### REQUIREMENT
Lift every line from the entries that includes the word "aside".

### RECORDED DATA
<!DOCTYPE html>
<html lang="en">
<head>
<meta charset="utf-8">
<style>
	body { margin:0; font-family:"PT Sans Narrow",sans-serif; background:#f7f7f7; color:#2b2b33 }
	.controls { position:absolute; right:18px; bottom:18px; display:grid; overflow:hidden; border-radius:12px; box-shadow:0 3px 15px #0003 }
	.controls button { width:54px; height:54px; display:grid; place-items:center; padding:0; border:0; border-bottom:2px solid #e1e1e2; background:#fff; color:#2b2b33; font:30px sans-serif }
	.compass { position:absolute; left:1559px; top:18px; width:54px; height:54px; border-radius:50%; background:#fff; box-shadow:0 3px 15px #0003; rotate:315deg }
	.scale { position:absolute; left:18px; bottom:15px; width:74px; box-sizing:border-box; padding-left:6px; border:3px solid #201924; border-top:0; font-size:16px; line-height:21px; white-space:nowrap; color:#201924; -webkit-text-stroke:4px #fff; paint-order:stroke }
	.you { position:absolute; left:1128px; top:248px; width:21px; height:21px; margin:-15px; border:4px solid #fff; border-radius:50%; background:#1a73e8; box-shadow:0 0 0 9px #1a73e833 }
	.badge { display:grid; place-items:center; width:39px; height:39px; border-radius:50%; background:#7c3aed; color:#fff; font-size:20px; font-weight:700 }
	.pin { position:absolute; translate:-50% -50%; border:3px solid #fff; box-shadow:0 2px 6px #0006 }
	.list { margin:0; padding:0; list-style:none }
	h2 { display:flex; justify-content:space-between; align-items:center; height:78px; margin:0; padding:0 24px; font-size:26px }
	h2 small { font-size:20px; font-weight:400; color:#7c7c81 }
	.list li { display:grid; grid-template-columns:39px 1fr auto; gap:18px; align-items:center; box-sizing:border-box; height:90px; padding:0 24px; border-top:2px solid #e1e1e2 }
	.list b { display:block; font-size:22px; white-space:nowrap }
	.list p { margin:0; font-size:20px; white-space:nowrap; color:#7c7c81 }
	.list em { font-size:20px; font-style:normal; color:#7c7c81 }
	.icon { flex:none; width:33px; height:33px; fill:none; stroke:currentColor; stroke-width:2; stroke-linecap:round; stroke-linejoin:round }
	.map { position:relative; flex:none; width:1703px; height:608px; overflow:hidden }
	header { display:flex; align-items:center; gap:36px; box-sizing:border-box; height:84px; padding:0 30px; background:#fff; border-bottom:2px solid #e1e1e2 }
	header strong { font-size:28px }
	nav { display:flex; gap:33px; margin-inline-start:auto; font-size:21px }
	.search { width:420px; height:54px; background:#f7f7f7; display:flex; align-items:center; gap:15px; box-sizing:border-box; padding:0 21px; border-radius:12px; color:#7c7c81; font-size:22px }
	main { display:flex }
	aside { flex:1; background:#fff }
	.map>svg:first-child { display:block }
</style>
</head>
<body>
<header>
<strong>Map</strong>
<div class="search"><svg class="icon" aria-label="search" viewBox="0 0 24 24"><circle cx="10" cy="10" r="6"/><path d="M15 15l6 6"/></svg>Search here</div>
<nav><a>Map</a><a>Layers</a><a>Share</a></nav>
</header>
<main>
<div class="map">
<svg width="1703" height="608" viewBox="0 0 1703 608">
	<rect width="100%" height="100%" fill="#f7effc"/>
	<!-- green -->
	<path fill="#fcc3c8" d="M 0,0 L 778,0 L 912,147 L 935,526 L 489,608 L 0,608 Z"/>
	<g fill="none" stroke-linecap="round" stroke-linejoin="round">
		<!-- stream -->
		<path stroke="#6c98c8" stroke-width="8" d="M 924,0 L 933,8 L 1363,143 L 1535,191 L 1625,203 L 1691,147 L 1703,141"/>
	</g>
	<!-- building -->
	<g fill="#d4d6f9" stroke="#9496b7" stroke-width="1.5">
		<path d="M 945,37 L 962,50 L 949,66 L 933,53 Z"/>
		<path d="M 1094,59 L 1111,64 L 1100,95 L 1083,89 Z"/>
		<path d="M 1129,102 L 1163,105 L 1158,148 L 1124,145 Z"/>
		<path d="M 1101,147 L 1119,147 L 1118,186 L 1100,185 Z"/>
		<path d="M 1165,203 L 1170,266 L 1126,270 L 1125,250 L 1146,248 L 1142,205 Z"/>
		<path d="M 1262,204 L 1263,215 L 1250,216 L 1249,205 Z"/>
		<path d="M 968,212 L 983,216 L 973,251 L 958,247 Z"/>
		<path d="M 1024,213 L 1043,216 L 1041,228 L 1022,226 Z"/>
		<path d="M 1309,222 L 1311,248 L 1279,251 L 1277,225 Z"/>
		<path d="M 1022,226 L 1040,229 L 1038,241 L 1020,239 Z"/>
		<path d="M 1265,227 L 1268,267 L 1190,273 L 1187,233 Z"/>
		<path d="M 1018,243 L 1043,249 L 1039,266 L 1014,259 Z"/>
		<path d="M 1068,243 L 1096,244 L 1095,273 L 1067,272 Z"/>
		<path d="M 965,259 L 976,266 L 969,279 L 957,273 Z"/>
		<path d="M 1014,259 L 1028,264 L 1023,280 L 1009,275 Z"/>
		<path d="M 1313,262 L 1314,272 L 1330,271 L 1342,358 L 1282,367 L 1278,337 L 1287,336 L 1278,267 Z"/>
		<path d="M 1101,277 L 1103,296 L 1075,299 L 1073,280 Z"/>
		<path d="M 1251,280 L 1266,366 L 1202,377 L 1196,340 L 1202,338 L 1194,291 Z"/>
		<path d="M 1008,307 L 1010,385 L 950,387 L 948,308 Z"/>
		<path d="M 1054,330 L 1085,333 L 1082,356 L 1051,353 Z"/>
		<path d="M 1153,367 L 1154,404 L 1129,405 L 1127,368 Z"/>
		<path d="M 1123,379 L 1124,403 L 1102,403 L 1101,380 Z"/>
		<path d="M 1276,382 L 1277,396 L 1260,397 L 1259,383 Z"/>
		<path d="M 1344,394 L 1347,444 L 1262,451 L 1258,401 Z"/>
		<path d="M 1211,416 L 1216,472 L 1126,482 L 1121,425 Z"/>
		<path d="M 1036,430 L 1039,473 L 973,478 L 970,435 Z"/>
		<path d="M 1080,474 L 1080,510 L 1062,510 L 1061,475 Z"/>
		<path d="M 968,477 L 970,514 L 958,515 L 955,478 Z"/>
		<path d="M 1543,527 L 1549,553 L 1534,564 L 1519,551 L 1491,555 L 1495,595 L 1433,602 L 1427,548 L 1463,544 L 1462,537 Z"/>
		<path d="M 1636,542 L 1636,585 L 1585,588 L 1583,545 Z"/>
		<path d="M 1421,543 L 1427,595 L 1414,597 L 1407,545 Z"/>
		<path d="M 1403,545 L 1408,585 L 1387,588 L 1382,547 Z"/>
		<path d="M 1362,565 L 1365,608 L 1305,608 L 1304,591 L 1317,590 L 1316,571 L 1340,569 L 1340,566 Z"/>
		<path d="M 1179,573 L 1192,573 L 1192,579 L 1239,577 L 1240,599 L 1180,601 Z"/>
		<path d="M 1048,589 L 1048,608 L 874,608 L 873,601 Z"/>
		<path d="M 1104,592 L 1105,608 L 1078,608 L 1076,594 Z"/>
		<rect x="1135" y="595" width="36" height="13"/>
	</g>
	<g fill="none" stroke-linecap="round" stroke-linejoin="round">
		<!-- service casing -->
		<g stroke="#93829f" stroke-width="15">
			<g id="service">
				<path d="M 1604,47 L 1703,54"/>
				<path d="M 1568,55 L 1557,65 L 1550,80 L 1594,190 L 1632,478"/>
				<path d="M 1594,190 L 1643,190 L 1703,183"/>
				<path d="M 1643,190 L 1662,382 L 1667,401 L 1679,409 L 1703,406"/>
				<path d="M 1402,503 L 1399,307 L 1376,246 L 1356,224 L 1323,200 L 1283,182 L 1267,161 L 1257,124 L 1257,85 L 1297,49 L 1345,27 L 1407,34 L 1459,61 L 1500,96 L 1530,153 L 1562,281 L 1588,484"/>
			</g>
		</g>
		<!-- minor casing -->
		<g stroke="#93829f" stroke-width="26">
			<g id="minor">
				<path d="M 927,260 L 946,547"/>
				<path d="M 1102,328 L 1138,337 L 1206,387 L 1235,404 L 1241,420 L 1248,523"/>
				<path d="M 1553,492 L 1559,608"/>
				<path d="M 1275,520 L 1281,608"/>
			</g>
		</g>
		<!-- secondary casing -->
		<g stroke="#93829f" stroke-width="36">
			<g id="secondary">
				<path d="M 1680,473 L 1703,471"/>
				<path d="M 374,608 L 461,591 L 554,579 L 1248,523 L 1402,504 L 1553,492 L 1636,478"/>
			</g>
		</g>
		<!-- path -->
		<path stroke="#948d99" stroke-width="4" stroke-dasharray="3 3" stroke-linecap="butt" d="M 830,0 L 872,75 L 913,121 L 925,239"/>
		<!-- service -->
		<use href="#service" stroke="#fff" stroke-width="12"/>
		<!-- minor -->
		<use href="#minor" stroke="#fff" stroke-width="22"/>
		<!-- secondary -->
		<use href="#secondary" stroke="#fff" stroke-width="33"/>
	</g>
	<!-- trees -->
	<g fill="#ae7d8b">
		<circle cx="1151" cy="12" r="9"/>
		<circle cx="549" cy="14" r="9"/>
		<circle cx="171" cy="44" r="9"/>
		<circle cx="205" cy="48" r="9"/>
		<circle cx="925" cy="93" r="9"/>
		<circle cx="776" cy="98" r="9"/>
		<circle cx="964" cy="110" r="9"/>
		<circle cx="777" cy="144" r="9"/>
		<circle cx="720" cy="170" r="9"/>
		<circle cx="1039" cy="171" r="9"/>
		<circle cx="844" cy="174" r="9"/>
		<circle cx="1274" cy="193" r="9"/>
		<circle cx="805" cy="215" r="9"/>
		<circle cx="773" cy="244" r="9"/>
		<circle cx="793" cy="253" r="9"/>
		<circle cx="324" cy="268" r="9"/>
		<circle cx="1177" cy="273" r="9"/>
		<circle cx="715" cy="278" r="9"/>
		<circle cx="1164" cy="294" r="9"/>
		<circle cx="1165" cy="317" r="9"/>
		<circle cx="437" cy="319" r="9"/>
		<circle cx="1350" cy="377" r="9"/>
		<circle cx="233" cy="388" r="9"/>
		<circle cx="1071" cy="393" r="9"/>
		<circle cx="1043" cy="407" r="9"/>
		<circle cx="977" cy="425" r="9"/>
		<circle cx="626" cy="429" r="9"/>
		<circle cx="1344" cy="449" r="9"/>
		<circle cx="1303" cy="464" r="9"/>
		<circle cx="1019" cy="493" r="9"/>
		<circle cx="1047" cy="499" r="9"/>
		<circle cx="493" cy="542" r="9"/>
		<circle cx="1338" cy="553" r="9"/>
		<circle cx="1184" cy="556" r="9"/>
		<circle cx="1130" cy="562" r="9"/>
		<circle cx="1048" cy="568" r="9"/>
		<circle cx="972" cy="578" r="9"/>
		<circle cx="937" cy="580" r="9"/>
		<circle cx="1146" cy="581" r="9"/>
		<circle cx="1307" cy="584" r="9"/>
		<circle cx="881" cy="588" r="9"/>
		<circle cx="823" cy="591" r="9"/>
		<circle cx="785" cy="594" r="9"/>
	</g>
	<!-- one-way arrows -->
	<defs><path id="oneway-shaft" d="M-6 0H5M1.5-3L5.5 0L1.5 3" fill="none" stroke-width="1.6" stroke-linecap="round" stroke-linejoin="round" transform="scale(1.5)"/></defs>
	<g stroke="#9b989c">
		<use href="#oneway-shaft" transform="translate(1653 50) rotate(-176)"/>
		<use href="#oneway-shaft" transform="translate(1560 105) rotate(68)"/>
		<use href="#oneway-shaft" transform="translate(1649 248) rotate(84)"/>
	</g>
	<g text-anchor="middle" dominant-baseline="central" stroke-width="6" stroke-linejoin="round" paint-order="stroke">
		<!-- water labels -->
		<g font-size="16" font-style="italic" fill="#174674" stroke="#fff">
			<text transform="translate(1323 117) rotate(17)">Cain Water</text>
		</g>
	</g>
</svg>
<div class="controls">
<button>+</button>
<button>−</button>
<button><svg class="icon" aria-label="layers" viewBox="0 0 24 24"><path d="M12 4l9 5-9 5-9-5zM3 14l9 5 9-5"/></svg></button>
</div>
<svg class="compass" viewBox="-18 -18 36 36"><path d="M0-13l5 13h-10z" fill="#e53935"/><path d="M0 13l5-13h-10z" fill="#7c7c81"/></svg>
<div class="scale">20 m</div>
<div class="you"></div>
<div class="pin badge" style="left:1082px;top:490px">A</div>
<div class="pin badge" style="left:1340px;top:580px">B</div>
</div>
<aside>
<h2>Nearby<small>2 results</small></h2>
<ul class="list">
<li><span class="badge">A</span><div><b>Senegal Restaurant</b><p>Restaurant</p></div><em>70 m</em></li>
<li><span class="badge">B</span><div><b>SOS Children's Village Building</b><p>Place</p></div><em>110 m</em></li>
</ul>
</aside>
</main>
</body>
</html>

### SOLUTION TO THIS TASK
	aside { flex:1; background:#fff }
<aside>
</aside>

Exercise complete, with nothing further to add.